## TASK TO COMPLETE:
Both the line below containing "function label(font, color, halo, rows, align" and the line containing "c.font = font", along with every line between them, should be repeated exactly; no other line belongs in the answer.

## MATERIAL SHOWN:

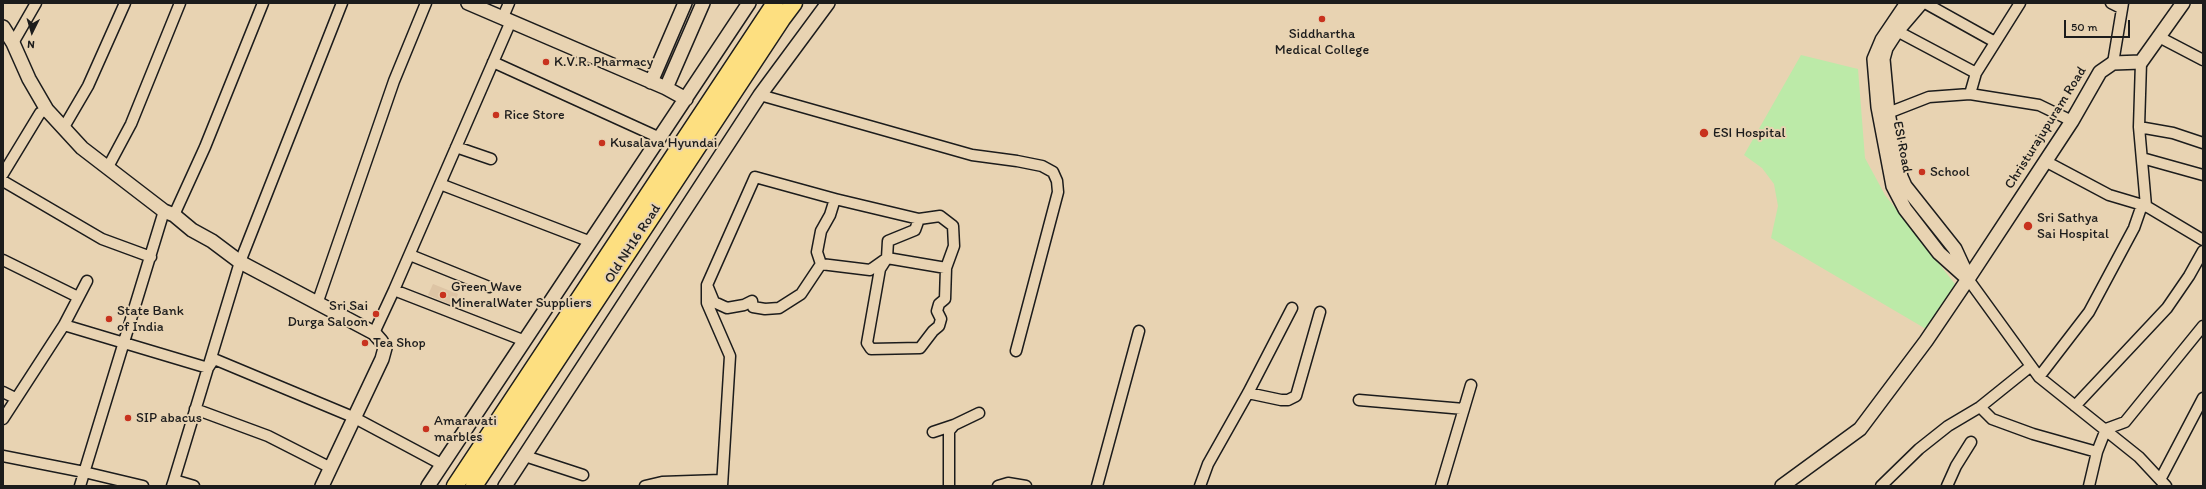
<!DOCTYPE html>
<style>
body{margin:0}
#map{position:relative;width:2206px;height:489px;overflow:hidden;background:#e8d3b2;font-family:Itim,sans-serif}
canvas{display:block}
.frame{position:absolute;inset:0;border:4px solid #1c1c1c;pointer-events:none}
.north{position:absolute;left:12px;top:12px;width:40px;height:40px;-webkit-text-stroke:3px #e8d3b2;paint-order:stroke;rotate:185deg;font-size:11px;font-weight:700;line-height:16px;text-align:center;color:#1c1c1c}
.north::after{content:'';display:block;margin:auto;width:14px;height:18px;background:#1c1c1c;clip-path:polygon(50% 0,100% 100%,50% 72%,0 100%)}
.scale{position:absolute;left:2064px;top:20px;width:66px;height:18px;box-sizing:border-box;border:2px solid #1c1c1c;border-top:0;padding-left:5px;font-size:12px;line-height:14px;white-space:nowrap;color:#1c1c1c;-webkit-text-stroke:3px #e8d3b2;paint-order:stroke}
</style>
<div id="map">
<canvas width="2206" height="489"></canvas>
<div class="frame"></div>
<div class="north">N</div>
<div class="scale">50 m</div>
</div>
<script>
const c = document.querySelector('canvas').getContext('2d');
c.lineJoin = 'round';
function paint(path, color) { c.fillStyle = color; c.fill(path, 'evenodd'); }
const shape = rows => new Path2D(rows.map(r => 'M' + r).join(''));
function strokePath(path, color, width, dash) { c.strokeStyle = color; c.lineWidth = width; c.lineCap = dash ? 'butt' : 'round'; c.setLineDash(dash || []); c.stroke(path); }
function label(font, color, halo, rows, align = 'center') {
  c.font = font + ' Itim,sans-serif'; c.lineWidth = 4; c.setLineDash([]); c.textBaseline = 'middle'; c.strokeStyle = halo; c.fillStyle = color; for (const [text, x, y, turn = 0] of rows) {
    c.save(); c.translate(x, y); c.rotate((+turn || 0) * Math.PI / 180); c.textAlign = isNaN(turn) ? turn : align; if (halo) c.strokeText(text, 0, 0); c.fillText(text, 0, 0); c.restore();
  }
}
const built = shape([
 [433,284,458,294,454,306,428,295]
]);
const green = shape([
 [1801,55,1858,69,1865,158,1885,195,1955,284,1926,329,1771,238,1778,206,1774,184,1762,168,1744,155]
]);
const minor = shape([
 [1925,3,1995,42],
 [2111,3,2121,8],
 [503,17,509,3],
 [1897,31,1976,73,2020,3],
 [2159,37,2203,60],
 [13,43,36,3],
 [493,62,660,138],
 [2141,62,2139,127,2146,206],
 [2113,63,2123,3],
 [1970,94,1976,73],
 [760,95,972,155,1017,161,1042,166,1053,172,1057,181,1058,192,1016,351],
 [1888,113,1929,97,1970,94,2039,105,2072,121],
 [64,127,88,86,125,3],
 [2139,127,2173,133,2203,143],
 [456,147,491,159],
 [2142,158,2203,175],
 [2045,161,2109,195,2146,206,2203,240],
 [108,167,131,124,180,3],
 [3,174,40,113,47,110],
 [3,181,102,239,151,257],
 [440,184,591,242],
 [174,215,205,147,263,3],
 [919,219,940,216,953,226,954,246,946,268,887,258,880,269,867,343,871,349,920,348,933,331,939,326,941,319,937,311,939,304,945,299,946,268],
 [410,255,489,287],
 [3,260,78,297],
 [821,264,870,270,887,258,888,241,915,230,919,219,835,199],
 [1968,279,2039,377,2139,457,2166,486],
 [707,285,714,302,727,308,744,305,752,301,753,307,765,309,779,308,801,294,821,264,817,252,821,231,830,215,835,199,755,177,707,285,707,303,730,356,722,486],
 [394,290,525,341],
 [317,304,394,81,426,3],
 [64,325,208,368,214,359,353,417,441,464],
 [374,333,394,290,511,21],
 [2039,377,2089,312,2134,228,2142,205],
 [3,392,15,398],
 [1248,393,1281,400,1288,400,1296,396,1320,312],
 [1359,400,1464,409],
 [2075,406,2167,308,2189,276,2203,251],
 [1980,407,1992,419,2033,434,2097,452],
 [195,409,268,436,329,467],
 [3,419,64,325,87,281],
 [933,432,954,425],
 [3,456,84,472,143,486],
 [525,456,583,475],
 [2161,478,2203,398],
 [174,480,240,262,342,3],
 [80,486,164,211],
 [172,486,174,480,194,486],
 [645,486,662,482,721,480],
 [949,486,949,431,954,425,979,413],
 [998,486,1008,483,1026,486],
 [1097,486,1139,331],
 [1200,486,1208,464,1248,393,1292,308],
 [1441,486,1471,385],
 [1881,486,1919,449,1948,426,1980,407,2031,366],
 [1947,486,1956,466,1971,442],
 [2089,486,2097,452,2106,429,2125,422,2203,326]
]);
const tertiary = shape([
 [468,3,666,88,686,99],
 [1907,3,1882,40,1874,59,1878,107,1893,186,1905,209,1939,253,1968,279],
 [1921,3,1897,31,1886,48,1883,59,1888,113,1901,177,1905,186,1955,249,1967,275],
 [3,27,13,43,29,79,47,110,82,148,164,211,174,215,192,230,212,241,240,262,374,333,381,341,385,348,382,359,322,486],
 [651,82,685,3],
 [666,88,703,3],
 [428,486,749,3],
 [505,486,760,95,828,3],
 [1782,486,1860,429,1926,341,1968,279,2072,121,2100,72,2113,63,2141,62,2183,3]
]);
const primary = shape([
 [455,486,775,3],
 [474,486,782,19,794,3]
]);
const markers = [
 [1322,19,4,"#c8321e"],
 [546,62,4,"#c8321e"],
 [496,115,4,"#c8321e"],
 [1704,133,5,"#c8321e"],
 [602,143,4,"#c8321e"],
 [1922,172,4,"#c8321e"],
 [2028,226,5,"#c8321e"],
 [443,295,4,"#c8321e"],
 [376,314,4,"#c8321e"],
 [109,319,4,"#c8321e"],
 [365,343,4,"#c8321e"],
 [128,418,4,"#c8321e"],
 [426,429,4,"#c8321e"]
];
const poiNames = [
 ["Siddhartha",1322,34,"center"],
 ["Medical College",1322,50,"center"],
 ["K.V.R. Pharmacy",554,62],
 ["Rice Store",504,115],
 ["ESI Hospital",1713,133],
 ["Kusalava Hyundai",610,143],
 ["School",1930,172],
 ["Sri Sathya",2037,218],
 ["Sai Hospital",2037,234],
 ["Green Wave",451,287],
 ["MineralWater Suppliers",451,303],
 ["Sri Sai",368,306,"right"],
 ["Durga Saloon",368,322,"right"],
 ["State Bank",117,311],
 ["of India",117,327],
 ["Tea Shop",373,343],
 ["SIP abacus",136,418],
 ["Amaravati",434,421],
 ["marbles",434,437]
];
const streetNames = [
 ["Christurajupuram Road",2046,128,-58],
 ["ESI Road",1902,147,79],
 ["Old NH16 Road",633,244,-57]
];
paint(built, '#ddc4a4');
paint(green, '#bceaa8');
strokePath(minor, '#1c1c1c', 13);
strokePath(tertiary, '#1c1c1c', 16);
strokePath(primary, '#1c1c1c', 19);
strokePath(minor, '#e8d3b2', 10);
strokePath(tertiary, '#e8d3b2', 13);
strokePath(primary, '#fddf80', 16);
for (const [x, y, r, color] of markers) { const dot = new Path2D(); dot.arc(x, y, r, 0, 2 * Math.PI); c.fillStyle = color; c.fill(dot); strokePath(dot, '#e8d3b2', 1.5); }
label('14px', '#1c1c1c', '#e8d3b2', poiNames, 'left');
label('14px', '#1c1c1c', '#e8d3b2', streetNames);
</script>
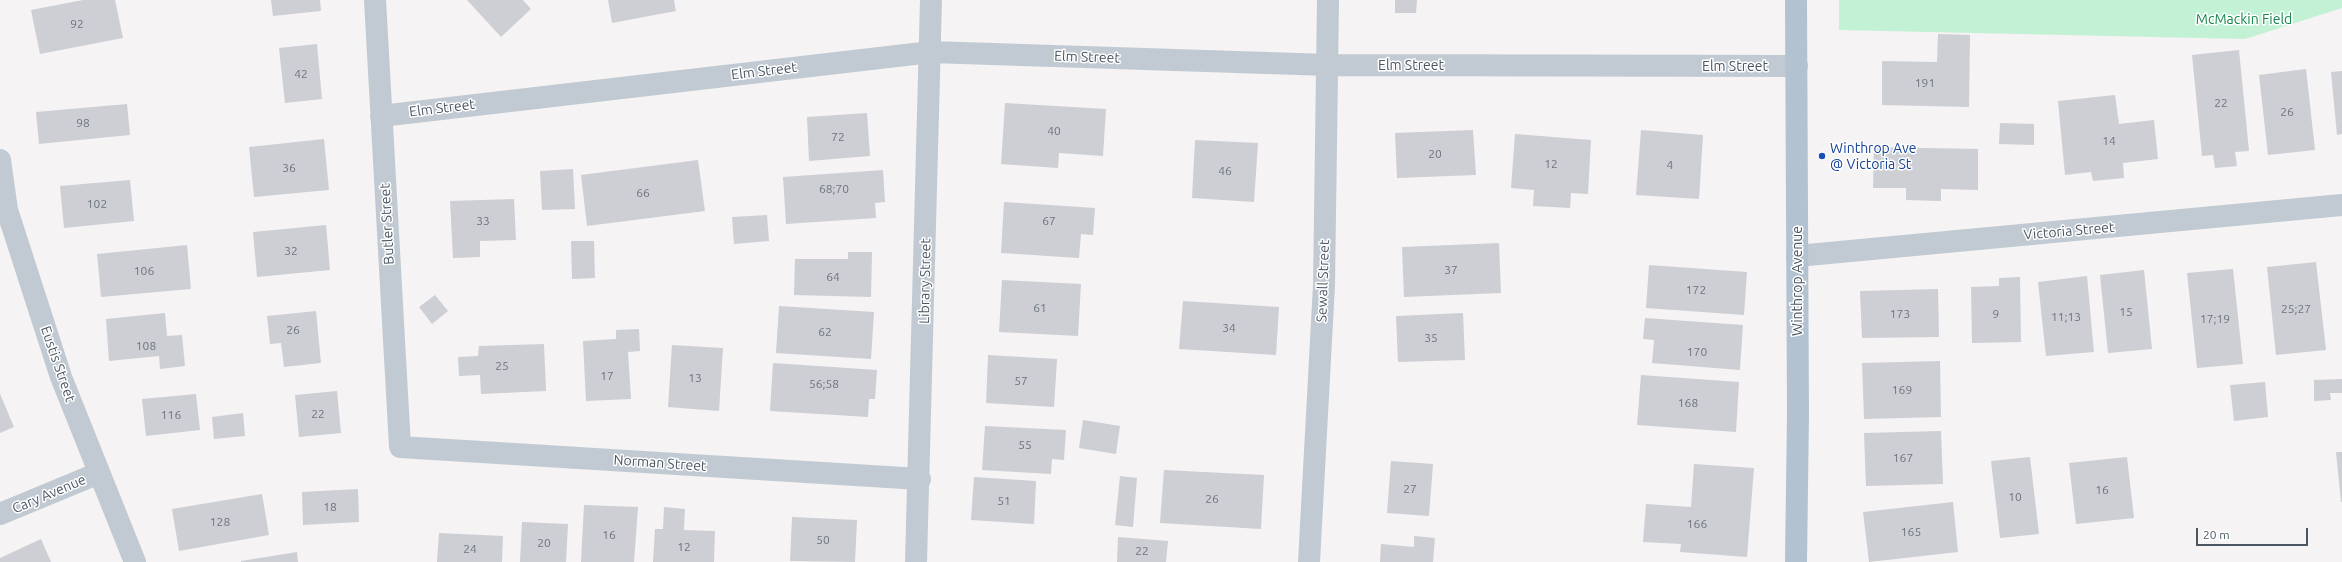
<!DOCTYPE html>
<style>
body{margin:0}
#map{position:relative;width:2342px;height:562px;overflow:hidden;background:#f5f3f3;font-family:Ubuntu,sans-serif}
canvas{display:block}
.scale{position:absolute;left:2196px;top:528px;width:112px;height:18px;box-sizing:border-box;border:2px solid #4a5661;border-top:0;padding-left:5px;font-size:12px;line-height:14px;white-space:nowrap;color:#4a5661;-webkit-text-stroke:3px #fff;paint-order:stroke}
</style>
<div id="map">
<canvas width="2342" height="562"></canvas>
<div class="scale">20 m</div>
</div>
<script>
const ctx = document.querySelector('canvas').getContext('2d');
ctx.lineJoin = 'round';
function fill(path, color) { ctx.fillStyle = color; ctx.fill(path, 'evenodd'); }
const shape = rows => new Path2D(rows.map(r => 'M' + r).join(''));
function strokePath(path, color, width, dash) { ctx.strokeStyle = color; ctx.lineWidth = width; ctx.lineCap = dash ? 'butt' : 'round'; ctx.setLineDash(dash || []); ctx.stroke(path); }
function write(font, color, halo, rows, align = 'center') {
  ctx.font = font + ' Ubuntu,sans-serif'; ctx.lineWidth = 3; ctx.setLineDash([]); ctx.textBaseline = 'middle'; ctx.strokeStyle = halo; ctx.fillStyle = color; for (const [text, x, y, turn = 0] of rows) {
    ctx.save(); ctx.translate(x, y); ctx.rotate((+turn || 0) * Math.PI / 180); ctx.textAlign = isNaN(turn) ? turn : align; if (halo) ctx.strokeText(text, 0, 0); ctx.fillText(text, 0, 0); ctx.restore();
  }
}
fill(shape([
 [1839,0,2342,0,2342,8,2245,39,1839,30]
]), '#c3f1d5');
fill(shape([
 [83,0,115,0,123,38,40,54,31,10],
 [271,0,320,0,321,11,273,16],
 [467,0,523,0,531,9,501,37],
 [608,0,674,0,676,11,612,23],
 [1395,0,1417,0,1416,13,1395,13],
 [1938,34,1970,35,1969,107,1882,105,1882,61,1937,62],
 [317,44,322,99,285,103,279,48],
 [2239,50,2249,151,2235,152,2237,166,2215,168,2213,155,2202,156,2192,55],
 [2306,69,2315,150,2268,155,2259,75],
 [2342,71,2342,134,2337,135,2331,72],
 [2115,95,2119,124,2154,120,2158,159,2123,163,2124,178,2093,181,2091,172,2065,175,2058,101],
 [1005,103,1106,109,1103,156,1059,153,1058,168,1001,164],
 [127,104,130,135,39,144,36,112],
 [867,113,870,156,809,161,807,117],
 [2000,123,2034,124,2034,145,1999,144],
 [1473,130,1476,175,1397,178,1395,133],
 [1641,130,1703,135,1699,199,1636,195],
 [1515,134,1591,140,1588,194,1571,193,1570,208,1533,206,1534,190,1511,188],
 [324,139,329,190,254,197,249,147],
 [1195,140,1258,143,1254,202,1192,198],
 [1874,147,1978,149,1978,190,1941,189,1941,201,1906,200,1906,188,1873,188],
 [698,160,705,211,587,226,581,175],
 [573,169,575,209,542,210,540,171],
 [883,170,885,202,875,203,876,218,786,224,783,177],
 [130,180,134,221,64,228,60,186],
 [514,199,516,240,480,241,480,257,453,258,450,201],
 [1004,202,1095,208,1093,235,1081,234,1079,258,1001,253],
 [767,215,769,241,734,244,732,217],
 [326,225,330,270,257,277,253,232],
 [571,241,594,241,595,278,572,279],
 [1499,243,1501,293,1404,297,1402,247],
 [187,245,191,289,101,297,97,254],
 [848,252,872,252,871,297,794,295,795,259,848,259],
 [2316,262,2326,350,2276,355,2267,267],
 [1649,265,1747,272,1744,315,1646,308],
 [2233,269,2243,364,2197,368,2187,273],
 [2144,270,2152,349,2108,353,2100,275],
 [2087,276,2094,352,2046,356,2038,282],
 [2020,277,2021,342,1972,343,1971,287,1999,286,1999,278],
 [1002,280,1081,284,1078,336,999,332],
 [1938,289,1939,337,1862,338,1860,291],
 [435,295,448,311,432,324,419,307],
 [1183,301,1279,307,1276,355,1179,349],
 [779,306,874,312,871,359,776,353],
 [316,311,321,363,284,367,281,343,270,344,267,316],
 [165,313,167,336,182,335,185,366,160,369,159,356,109,361,106,319],
 [1463,313,1465,360,1398,362,1396,316],
 [1645,318,1743,325,1740,370,1652,363,1654,340,1643,339],
 [639,329,640,351,628,352,631,399,586,401,583,341,616,339,616,330],
 [544,344,546,391,481,394,480,375,459,376,458,357,478,356,479,346],
 [672,345,723,348,719,411,668,407],
 [988,355,1057,359,1054,407,986,403],
 [1940,361,1941,417,1864,419,1862,363],
 [773,363,877,370,875,399,869,399,868,417,770,411],
 [1641,375,1739,382,1736,432,1637,425],
 [2342,379,2342,393,2330,393,2331,400,2314,401,2314,380],
 [2265,382,2268,417,2234,421,2230,385],
 [337,391,341,433,299,437,295,395],
 [0,394,14,427,0,433],
 [196,394,200,430,146,436,142,399],
 [243,413,245,436,214,439,212,417],
 [1083,420,1120,426,1116,454,1079,448],
 [985,426,1066,430,1064,460,1052,459,1051,474,982,470],
 [1941,431,1943,484,1866,486,1864,433],
 [2336,452,2342,452,2342,502,2341,502],
 [2030,457,2039,534,2000,538,1991,461],
 [2127,457,2134,518,2076,524,2069,463],
 [1391,461,1433,464,1429,516,1387,513],
 [1694,464,1754,468,1747,557,1680,552,1681,544,1643,542,1646,504,1691,507],
 [1164,470,1264,475,1261,529,1160,523],
 [1120,476,1137,478,1133,527,1115,525],
 [974,477,1036,481,1034,524,971,520],
 [358,489,359,522,303,525,302,492],
 [262,494,269,535,179,551,172,509],
 [1953,502,1958,552,1869,562,1863,512],
 [584,505,638,507,634,562,581,562],
 [664,507,685,509,684,530,715,531,714,562,653,562,655,529,663,529],
 [792,517,857,520,855,562,790,561],
 [522,522,568,524,566,562,520,562],
 [439,533,503,536,502,562,437,562],
 [1414,536,1435,538,1433,562,1380,562,1381,544,1414,547],
 [1118,537,1168,541,1166,562,1117,562],
 [41,539,51,562,0,562,0,558],
 [297,552,298,562,241,562,241,561]
]), '#cdcfd5');
strokePath(shape([
 [375,0,400,447,920,479],
 [381,116,931,52,1328,65,1797,66],
 [0,160,7,210,61,377,135,562],
 [1797,256,2342,205],
 [0,514,99,473],
 [916,562,931,0],
 [1309,562,1324,285,1328,0]
]), '#c1cad2', 22);
strokePath(shape([
 [1796,562,1798,414,1796,0]
]), '#b3c2d1', 22);
for (const [x, y, r, color] of [
 [1822,156,4,"#1a4fb4"]
]) { const dot = new Path2D(); dot.arc(x, y, r, 0, 2 * Math.PI); ctx.fillStyle = color; ctx.fill(dot); strokePath(dot, '#fff', 1.5); }
write('12px', '#6b747e', null, [
 ["92",77,24],
 ["42",301,74],
 ["191",1925,83],
 ["22",2221,103],
 ["26",2287,112],
 ["98",83,123],
 ["40",1054,131],
 ["72",838,137],
 ["14",2109,141],
 ["20",1435,154],
 ["12",1551,164],
 ["4",1670,165],
 ["36",289,168],
 ["46",1225,171],
 ["68;70",834,189],
 ["66",643,193],
 ["102",97,204],
 ["33",483,221],
 ["67",1049,221],
 ["32",291,251],
 ["37",1451,270],
 ["106",144,271],
 ["64",833,277],
 ["172",1696,290],
 ["61",1040,308],
 ["25;27",2296,309],
 ["15",2126,312],
 ["173",1900,314],
 ["9",1996,314],
 ["11;13",2066,317],
 ["17;19",2215,319],
 ["34",1229,328],
 ["26",293,330],
 ["62",825,332],
 ["35",1431,338],
 ["108",146,346],
 ["170",1697,352],
 ["25",502,366],
 ["17",607,376],
 ["13",695,378],
 ["57",1021,381],
 ["56;58",824,384],
 ["169",1902,390],
 ["168",1688,403],
 ["22",318,414],
 ["116",171,415],
 ["55",1025,445],
 ["167",1903,458],
 ["27",1410,489],
 ["16",2102,490],
 ["10",2015,497],
 ["26",1212,499],
 ["51",1004,501],
 ["18",330,507],
 ["128",220,522],
 ["166",1697,524],
 ["165",1911,532],
 ["16",609,535],
 ["50",823,540],
 ["20",544,543],
 ["12",684,547],
 ["24",470,549],
 ["22",1142,551]
]);
write('14px', '#17864f', '#fff', [
 ["McMackin Field",2244,19]
]);
write('14px', '#4a5661', '#fff', [
 ["Elm Street",1087,57,2],
 ["Elm Street",1411,65],
 ["Elm Street",1735,66],
 ["Elm Street",764,71,-7],
 ["Elm Street",442,108,-7],
 ["Butler Street",387,224,-93],
 ["Victoria Street",2069,231,-5],
 ["Library Street",925,281,-89],
 ["Sewall Street",1323,281,-88],
 ["Winthrop Avenue",1797,281,-90],
 ["Eustis Street",58,364,71],
 ["Norman Street",660,463,4],
 ["Cary Avenue",49,494,-23]
]);
write('14px', '#164399', '#fff', [
 ["Winthrop Ave",1830,148],
 ["@ Victoria St",1830,164]
], 'left');
</script>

## ANSWER TO THIS PROBLEM:
function label(font, color, halo, rows, align = 'center') {
  c.font = font + ' Itim,sans-serif'; c.lineWidth = 4; c.setLineDash([]); c.textBaseline = 'middle'; c.strokeStyle = halo; c.fillStyle = color; for (const [text, x, y, turn = 0] of rows) {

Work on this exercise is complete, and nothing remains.